◆ YOUR TASK: All lines in the data bearing the string "list" should be identified and copied.

(DATA SUPPLIED)

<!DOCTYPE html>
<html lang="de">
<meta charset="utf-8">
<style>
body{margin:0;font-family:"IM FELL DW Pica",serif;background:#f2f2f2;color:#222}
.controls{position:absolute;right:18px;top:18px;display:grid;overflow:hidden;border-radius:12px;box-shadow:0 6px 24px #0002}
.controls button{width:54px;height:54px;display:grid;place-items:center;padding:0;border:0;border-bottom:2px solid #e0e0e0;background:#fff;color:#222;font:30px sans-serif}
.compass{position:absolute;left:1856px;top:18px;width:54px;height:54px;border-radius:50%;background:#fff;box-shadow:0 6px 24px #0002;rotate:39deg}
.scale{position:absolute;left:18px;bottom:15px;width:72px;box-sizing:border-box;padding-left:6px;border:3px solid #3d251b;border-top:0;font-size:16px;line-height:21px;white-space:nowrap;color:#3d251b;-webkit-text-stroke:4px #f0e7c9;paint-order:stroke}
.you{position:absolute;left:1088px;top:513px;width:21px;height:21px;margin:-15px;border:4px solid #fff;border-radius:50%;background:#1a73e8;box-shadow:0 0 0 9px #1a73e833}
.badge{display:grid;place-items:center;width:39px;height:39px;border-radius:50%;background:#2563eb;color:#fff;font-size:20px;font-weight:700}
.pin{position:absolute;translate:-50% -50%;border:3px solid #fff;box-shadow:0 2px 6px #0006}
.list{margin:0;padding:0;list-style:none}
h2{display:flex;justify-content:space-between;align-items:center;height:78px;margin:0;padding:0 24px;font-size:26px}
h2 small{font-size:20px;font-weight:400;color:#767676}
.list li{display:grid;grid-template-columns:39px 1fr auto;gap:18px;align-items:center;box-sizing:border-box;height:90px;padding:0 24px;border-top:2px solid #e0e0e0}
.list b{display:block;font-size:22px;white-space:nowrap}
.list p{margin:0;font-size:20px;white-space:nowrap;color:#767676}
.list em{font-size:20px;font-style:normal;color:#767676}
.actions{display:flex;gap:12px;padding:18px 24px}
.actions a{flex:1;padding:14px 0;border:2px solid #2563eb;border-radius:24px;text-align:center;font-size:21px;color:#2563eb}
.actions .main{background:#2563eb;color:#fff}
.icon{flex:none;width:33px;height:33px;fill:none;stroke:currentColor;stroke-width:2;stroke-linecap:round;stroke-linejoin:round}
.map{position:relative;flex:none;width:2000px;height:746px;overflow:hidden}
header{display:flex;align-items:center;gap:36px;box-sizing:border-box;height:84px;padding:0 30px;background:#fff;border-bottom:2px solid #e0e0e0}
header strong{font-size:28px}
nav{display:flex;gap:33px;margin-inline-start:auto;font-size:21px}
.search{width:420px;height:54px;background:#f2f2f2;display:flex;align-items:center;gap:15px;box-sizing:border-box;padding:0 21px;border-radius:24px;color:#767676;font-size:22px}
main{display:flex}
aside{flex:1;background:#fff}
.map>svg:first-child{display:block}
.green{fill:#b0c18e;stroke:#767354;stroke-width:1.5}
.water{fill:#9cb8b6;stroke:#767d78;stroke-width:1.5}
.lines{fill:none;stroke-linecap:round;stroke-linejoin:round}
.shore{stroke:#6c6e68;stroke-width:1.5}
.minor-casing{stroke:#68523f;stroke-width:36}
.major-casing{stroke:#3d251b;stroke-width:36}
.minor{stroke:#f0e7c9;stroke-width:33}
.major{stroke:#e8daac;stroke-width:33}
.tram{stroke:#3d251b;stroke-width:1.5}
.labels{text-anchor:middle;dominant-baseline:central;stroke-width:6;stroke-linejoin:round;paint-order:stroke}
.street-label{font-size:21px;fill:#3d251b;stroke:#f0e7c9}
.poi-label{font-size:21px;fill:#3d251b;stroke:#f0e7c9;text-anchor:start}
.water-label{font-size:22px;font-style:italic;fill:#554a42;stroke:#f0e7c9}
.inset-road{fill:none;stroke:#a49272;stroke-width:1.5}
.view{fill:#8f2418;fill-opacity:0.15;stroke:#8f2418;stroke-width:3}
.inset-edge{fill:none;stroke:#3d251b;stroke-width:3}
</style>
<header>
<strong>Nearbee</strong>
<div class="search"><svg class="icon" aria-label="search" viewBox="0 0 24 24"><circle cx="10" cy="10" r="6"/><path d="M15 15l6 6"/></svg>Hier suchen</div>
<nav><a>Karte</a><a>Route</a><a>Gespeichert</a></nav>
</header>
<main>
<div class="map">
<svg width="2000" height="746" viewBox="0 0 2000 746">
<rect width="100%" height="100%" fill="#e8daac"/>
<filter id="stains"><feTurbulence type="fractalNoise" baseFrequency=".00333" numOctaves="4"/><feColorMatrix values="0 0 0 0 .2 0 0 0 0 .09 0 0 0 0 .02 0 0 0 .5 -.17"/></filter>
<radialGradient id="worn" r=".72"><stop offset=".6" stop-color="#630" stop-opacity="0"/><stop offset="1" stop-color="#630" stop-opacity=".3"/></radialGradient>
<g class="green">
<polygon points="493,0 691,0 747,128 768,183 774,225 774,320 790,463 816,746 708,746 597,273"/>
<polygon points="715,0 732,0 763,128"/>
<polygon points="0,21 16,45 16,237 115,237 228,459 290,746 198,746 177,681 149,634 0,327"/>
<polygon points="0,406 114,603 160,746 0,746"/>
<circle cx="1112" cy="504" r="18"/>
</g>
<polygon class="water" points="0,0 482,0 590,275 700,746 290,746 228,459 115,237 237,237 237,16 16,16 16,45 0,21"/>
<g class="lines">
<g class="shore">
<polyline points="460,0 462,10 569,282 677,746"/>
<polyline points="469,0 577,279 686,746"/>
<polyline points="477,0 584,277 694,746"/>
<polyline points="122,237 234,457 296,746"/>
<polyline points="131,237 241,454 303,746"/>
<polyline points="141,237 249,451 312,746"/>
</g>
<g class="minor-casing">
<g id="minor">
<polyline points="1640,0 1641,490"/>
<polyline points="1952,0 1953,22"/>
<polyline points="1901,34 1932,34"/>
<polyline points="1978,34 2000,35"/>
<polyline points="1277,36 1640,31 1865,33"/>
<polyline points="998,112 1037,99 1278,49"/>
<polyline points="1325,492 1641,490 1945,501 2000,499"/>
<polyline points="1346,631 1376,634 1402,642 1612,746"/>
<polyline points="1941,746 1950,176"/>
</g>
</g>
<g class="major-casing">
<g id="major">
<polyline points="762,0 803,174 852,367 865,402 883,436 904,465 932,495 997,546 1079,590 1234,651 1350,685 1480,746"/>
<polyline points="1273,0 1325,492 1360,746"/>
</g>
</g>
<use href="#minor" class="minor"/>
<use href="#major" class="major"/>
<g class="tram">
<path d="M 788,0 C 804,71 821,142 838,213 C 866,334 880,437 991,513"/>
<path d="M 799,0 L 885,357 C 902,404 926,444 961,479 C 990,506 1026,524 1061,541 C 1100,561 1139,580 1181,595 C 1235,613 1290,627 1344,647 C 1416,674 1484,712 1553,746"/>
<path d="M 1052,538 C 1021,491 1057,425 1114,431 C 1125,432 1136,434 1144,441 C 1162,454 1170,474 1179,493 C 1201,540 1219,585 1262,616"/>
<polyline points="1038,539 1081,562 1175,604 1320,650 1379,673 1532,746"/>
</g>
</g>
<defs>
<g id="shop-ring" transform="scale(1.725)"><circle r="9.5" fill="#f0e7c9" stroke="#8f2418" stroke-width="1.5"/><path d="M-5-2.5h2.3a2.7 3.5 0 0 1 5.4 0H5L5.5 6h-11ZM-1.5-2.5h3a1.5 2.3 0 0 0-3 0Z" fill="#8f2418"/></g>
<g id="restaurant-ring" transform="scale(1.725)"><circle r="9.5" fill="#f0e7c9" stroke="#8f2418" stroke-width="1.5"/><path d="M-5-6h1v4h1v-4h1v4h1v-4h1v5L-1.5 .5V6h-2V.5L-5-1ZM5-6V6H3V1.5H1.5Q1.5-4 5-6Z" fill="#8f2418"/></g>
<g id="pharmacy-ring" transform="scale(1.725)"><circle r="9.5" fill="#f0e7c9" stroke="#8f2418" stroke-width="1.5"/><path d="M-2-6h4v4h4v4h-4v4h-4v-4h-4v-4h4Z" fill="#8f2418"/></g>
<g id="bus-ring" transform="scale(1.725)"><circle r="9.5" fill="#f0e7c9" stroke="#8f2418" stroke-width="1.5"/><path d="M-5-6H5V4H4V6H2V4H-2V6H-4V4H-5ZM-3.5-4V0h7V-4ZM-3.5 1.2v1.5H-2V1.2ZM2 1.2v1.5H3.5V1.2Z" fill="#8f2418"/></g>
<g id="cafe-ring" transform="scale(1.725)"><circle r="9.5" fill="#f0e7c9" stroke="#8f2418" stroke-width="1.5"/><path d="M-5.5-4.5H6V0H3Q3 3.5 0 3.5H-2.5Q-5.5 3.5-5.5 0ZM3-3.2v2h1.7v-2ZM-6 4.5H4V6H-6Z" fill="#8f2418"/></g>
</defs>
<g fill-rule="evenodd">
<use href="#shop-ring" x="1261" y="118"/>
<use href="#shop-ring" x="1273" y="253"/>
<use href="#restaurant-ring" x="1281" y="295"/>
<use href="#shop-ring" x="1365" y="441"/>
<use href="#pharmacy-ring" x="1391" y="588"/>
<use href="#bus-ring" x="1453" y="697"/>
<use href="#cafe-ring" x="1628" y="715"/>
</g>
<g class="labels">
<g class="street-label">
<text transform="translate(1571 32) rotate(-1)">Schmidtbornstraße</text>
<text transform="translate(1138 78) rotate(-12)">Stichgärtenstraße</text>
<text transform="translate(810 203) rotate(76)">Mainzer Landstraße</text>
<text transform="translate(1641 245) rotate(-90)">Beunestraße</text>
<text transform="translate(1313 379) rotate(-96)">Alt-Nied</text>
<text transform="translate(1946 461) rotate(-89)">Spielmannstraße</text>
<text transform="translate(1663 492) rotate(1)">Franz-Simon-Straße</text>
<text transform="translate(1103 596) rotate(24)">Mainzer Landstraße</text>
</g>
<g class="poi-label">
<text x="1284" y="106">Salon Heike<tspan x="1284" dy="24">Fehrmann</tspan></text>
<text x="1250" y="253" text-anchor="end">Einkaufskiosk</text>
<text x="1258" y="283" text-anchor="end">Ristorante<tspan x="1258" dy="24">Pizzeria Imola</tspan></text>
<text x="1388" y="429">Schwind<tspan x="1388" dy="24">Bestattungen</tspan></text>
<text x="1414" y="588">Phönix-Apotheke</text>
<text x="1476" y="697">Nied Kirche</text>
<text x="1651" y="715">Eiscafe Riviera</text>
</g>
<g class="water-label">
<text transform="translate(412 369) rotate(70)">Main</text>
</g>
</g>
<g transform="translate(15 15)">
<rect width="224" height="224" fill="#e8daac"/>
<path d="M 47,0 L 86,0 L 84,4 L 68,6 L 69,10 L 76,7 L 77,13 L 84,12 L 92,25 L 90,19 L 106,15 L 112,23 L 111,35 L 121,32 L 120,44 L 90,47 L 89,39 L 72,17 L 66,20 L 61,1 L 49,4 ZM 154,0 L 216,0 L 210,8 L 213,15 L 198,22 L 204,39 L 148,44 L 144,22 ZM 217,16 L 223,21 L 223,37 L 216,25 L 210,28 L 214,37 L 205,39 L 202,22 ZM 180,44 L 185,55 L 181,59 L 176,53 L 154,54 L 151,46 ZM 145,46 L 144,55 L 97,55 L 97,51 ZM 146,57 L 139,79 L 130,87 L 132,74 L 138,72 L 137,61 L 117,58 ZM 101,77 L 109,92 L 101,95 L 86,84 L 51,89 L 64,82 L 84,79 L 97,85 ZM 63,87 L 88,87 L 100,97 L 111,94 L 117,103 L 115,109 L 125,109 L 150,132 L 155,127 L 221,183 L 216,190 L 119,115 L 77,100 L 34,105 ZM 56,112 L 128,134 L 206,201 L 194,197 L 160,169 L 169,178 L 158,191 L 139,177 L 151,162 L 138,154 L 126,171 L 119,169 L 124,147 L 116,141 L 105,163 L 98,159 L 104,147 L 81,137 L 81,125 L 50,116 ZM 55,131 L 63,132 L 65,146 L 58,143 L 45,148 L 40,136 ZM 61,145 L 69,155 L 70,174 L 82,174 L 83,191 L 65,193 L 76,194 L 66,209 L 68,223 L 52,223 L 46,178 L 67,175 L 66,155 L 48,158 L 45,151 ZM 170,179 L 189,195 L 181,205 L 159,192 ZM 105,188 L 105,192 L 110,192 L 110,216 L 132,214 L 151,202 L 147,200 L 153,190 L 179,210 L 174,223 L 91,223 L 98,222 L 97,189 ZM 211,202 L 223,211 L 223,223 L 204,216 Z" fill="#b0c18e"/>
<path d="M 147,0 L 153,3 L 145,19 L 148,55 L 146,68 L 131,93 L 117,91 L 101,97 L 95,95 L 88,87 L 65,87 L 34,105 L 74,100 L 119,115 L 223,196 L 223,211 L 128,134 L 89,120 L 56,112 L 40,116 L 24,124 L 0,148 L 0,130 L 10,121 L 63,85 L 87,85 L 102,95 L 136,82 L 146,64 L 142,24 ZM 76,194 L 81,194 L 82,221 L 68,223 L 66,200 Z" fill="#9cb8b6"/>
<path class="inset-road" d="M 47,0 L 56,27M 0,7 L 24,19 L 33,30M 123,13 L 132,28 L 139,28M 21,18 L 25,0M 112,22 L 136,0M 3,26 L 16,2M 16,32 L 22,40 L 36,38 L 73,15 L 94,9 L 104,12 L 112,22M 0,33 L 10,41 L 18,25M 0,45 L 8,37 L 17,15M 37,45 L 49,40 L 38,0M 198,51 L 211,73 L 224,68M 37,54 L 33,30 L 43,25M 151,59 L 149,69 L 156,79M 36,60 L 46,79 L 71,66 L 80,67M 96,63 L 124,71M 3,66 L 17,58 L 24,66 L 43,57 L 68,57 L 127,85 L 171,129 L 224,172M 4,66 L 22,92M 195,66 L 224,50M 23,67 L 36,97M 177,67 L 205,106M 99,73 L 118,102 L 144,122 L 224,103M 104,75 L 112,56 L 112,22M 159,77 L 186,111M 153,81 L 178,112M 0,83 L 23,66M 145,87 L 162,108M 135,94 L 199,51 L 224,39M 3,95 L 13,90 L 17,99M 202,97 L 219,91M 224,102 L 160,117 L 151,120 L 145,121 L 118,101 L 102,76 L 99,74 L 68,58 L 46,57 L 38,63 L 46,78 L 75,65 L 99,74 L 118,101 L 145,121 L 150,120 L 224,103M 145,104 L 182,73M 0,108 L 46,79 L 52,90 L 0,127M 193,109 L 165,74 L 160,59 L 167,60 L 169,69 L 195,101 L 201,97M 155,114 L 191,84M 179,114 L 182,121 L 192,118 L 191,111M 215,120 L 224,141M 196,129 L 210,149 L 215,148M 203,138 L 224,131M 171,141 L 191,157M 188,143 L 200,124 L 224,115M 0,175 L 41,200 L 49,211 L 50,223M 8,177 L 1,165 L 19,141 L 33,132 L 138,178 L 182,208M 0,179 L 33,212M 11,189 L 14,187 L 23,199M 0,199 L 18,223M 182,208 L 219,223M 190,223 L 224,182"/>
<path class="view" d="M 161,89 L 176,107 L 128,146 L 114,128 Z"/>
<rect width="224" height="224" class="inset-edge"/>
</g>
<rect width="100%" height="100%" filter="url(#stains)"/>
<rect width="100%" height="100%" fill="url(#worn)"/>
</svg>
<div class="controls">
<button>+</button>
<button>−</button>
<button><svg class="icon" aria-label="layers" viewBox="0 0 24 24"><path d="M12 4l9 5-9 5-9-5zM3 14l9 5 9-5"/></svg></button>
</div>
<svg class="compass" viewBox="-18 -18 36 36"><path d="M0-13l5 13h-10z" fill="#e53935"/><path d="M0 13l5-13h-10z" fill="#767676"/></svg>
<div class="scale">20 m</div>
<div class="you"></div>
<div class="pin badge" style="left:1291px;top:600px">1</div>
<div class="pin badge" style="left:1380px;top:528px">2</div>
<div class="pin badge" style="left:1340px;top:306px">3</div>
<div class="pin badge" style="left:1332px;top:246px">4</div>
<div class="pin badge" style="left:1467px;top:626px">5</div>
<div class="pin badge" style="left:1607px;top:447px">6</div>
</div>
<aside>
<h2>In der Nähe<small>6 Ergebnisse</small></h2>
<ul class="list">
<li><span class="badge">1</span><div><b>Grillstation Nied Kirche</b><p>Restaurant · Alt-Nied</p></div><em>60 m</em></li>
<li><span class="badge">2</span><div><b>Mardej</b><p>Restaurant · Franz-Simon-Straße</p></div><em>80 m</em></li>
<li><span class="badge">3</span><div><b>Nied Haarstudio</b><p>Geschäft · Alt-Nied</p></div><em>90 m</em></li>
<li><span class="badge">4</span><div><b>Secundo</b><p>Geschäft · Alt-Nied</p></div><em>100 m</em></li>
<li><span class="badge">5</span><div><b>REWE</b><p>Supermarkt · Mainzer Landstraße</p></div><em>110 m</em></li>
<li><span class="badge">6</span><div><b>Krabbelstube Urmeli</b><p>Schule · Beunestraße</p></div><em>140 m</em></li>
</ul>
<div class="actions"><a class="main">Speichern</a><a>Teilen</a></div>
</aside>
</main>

(End DATA SUPPLIED)

◆ WRITTEN ANSWER:
.list{margin:0;padding:0;list-style:none}
.list li{display:grid;grid-template-columns:39px 1fr auto;gap:18px;align-items:center;box-sizing:border-box;height:90px;padding:0 24px;border-top:2px solid #e0e0e0}
.list b{display:block;font-size:22px;white-space:nowrap}
.list p{margin:0;font-size:20px;white-space:nowrap;color:#767676}
.list em{font-size:20px;font-style:normal;color:#767676}
<ul class="list">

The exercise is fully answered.